Hendricks said he’s working on filling all five full-time faculty lines.

Sources say the department’s chronically small enrollment and few majors contribute to difficulty hiring/retaining faculty in a highly competitive marketplace and to the close scrutiny the department receives whenever talk of cutting funds surfaces.

Wade said black studies at UNO is hardly alone in its plight. He said the move to reduce the status of black studies on other campuses has led to cuts. “It has happened in enough cases to be noted,” Wade said. “I was affiliated with the black studies program at Vassar College, and that’s one whose status has been diminished over the years … . In other words, the struggle for black studies is being waged as we speak. It’s still not on the secure foundations it should be in the United States.”

Some observers say black studies must navigate a corporate-modeled university culture predisposed to oppose it. “That means at every level there’s always bargaining, conniving, chiseling, pressuring to get your goals. Every year the money is deposited in a pot to colleges, and it’s at the dean’s discretion … where and how the money’s distributed,” Chrisman said. Robbing-Peter-to-pay-Paul machinations are endemic to academia, and critics will tell you black studies is on the short end of funding shell games that take from it to give to other units.

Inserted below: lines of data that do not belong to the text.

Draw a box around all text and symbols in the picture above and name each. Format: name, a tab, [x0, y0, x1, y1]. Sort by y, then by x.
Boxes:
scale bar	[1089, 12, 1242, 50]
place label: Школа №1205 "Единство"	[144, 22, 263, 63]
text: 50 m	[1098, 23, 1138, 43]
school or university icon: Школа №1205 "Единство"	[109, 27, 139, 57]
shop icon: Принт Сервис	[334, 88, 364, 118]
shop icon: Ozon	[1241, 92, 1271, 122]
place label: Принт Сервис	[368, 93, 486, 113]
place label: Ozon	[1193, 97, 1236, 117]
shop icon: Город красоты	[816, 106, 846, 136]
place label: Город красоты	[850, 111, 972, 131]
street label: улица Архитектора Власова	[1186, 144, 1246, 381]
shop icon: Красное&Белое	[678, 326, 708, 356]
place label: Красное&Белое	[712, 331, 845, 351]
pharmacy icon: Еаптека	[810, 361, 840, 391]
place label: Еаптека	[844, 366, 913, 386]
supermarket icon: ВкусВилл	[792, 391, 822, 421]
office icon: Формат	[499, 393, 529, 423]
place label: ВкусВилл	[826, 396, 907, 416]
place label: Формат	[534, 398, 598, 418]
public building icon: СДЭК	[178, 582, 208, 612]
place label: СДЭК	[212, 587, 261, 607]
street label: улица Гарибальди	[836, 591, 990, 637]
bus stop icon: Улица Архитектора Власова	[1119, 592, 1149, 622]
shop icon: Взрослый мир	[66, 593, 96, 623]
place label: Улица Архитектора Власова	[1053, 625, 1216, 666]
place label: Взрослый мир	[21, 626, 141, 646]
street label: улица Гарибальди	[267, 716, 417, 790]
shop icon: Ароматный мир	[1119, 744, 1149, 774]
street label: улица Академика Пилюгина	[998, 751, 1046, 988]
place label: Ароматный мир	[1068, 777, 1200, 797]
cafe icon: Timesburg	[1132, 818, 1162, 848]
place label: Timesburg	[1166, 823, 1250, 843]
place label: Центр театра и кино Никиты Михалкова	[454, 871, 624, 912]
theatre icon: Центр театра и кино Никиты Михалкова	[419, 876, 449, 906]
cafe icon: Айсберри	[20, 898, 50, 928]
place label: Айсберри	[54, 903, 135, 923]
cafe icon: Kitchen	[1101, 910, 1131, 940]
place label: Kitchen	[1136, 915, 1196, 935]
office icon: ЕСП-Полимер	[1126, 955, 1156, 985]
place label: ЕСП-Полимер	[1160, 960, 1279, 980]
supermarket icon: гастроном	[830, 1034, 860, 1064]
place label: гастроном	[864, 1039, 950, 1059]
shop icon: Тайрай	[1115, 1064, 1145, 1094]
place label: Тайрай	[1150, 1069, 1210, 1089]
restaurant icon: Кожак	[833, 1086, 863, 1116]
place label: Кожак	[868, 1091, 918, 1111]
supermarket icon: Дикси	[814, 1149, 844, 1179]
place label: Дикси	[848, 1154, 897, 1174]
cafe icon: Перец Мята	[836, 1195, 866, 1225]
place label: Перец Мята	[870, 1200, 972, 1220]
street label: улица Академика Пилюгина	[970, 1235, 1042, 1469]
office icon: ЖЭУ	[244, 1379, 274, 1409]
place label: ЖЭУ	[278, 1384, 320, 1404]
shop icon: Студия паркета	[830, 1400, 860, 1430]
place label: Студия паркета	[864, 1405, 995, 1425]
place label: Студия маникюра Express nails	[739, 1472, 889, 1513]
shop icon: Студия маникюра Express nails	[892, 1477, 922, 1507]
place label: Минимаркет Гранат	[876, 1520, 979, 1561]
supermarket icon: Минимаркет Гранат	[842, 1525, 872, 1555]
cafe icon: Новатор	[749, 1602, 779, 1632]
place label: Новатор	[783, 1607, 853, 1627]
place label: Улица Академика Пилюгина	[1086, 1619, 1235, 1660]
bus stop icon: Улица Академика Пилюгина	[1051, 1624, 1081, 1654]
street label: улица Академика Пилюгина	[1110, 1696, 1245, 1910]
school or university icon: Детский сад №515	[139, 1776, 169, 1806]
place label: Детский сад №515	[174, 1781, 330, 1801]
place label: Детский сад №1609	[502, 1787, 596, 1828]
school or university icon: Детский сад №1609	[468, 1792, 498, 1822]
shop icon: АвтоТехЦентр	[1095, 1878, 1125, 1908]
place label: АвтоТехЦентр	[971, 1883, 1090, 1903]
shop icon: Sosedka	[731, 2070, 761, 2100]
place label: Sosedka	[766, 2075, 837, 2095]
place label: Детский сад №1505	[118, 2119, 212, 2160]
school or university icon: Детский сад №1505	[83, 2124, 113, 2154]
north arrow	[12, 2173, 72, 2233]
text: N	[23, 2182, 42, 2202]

Chrisman feels an over-reliance on part-time, adjunct faculty impedes developing “a core to your department.” At UNO he questions why the College of Arts and Sciences has not devoted resources to secure more full-time faculty as a way to solidify and advance the program. It’s this kind of ad hoc approach that makes him feel “the administration really doesn’t quite respect the black experience totally.” He said it strikes him as a type of “getting-it-as-cheap-as-possible” shortcut. Hendricks said he believes the ratio of part-time to full-time faculty in the department is comparable to that in other departments in UNO’s College of Arts and Sciences. He also said part-time, adjunct faculty drawn from the community help fulfill the strong black studies mission to be anchored there.

Breaux’s successor as Interim UNO black studies chair, Peggy Jones, is a tenured track associate professor. Her specialty is not black studies but fine arts.

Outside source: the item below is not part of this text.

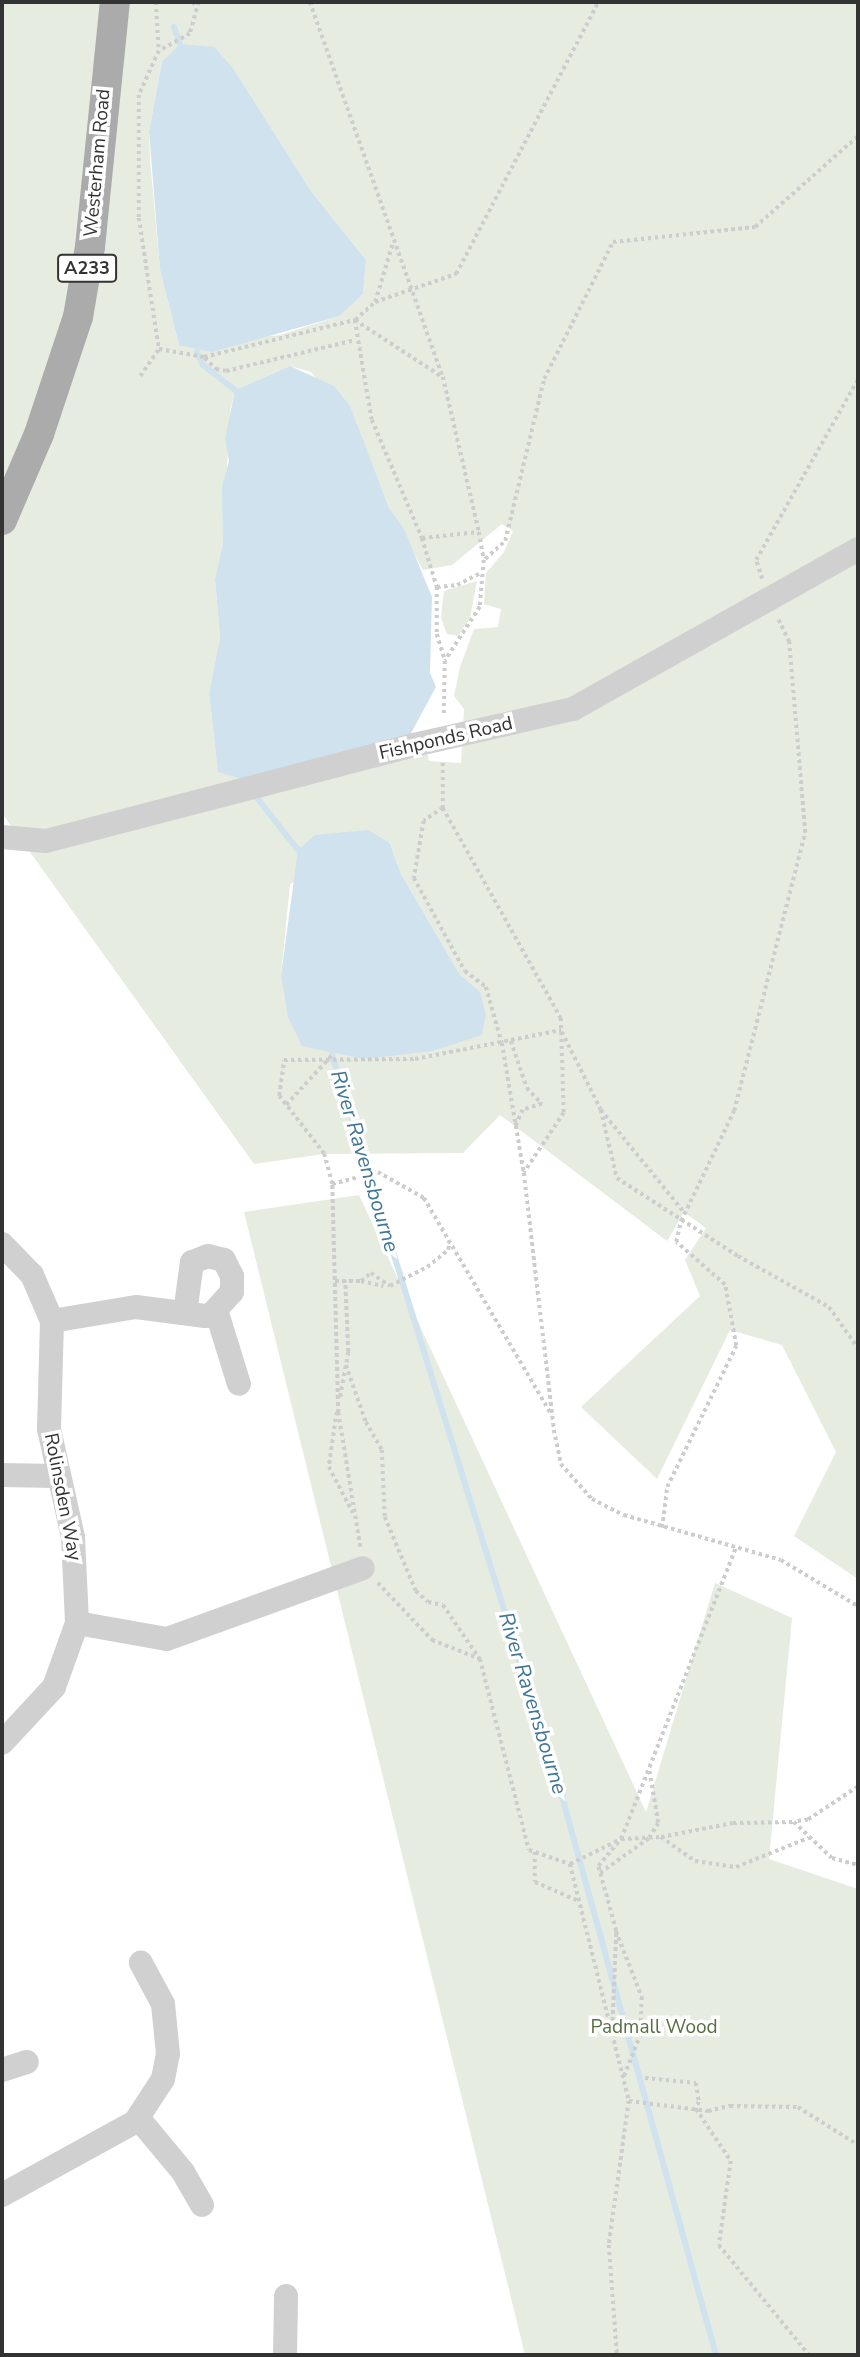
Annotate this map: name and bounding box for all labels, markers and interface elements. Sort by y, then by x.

Boamah-Wiafe feels with the departures of Breaux and himself the department “will be the weakest, in terms of faculty” it has been in his 30 years there.

 

 

 

 

 

 

 

 

 

 

 

 

 

 

 

 

 

 

 

 

 

The Struggle Continues

Critics say UNO’s black studies can be a strong academic unit with the right support. The night of the Omaha 54 reenactment Michael Maroney, president/CEO of the Omaha Economic Development Corporation, made a plea for “greater collaboration and communication” between Omaha’s black community and the black studies department. “It’s a two-way street,” he said. Omaha photojournalist Rudy Smith said the incoming chair must work “proactively” with the community.

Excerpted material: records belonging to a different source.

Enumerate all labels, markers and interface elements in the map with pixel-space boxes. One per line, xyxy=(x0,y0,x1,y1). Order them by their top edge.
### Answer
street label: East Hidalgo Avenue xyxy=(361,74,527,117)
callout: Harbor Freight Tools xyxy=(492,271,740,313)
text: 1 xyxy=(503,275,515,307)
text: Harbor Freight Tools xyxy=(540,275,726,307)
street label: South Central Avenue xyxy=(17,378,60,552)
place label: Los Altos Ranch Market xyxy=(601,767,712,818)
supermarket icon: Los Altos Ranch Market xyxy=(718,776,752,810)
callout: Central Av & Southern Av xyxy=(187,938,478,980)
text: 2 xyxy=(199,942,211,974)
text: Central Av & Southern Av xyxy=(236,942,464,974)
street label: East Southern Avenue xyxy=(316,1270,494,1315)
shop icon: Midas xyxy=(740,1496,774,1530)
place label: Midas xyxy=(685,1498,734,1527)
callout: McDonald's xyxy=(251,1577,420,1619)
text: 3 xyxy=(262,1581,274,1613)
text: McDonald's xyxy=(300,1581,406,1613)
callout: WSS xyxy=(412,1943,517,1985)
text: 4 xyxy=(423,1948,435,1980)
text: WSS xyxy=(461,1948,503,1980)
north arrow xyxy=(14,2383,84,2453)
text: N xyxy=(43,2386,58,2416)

Chrisman, too, sees a need for partnering. He noted while the black community may lack large corporate players, “you can have an organized community board which helps make the same kind of influence. With that board, the black studies chair and teachers can work to really project plans and curriculum and articulate the needs of black people in that community. It’s one thing for a single teacher or a chair to pound on the dean’s door and say, ‘I need this,’ but if an entire community says to the chancellor, ‘This is what we perceive we need as a people,’ I think you have more pressure.

“That would be an important thing to institute as one of the continuing missions of black studies is direct community service because there’s so much need in the community. And I think black studies chairs can take the initiative on that.”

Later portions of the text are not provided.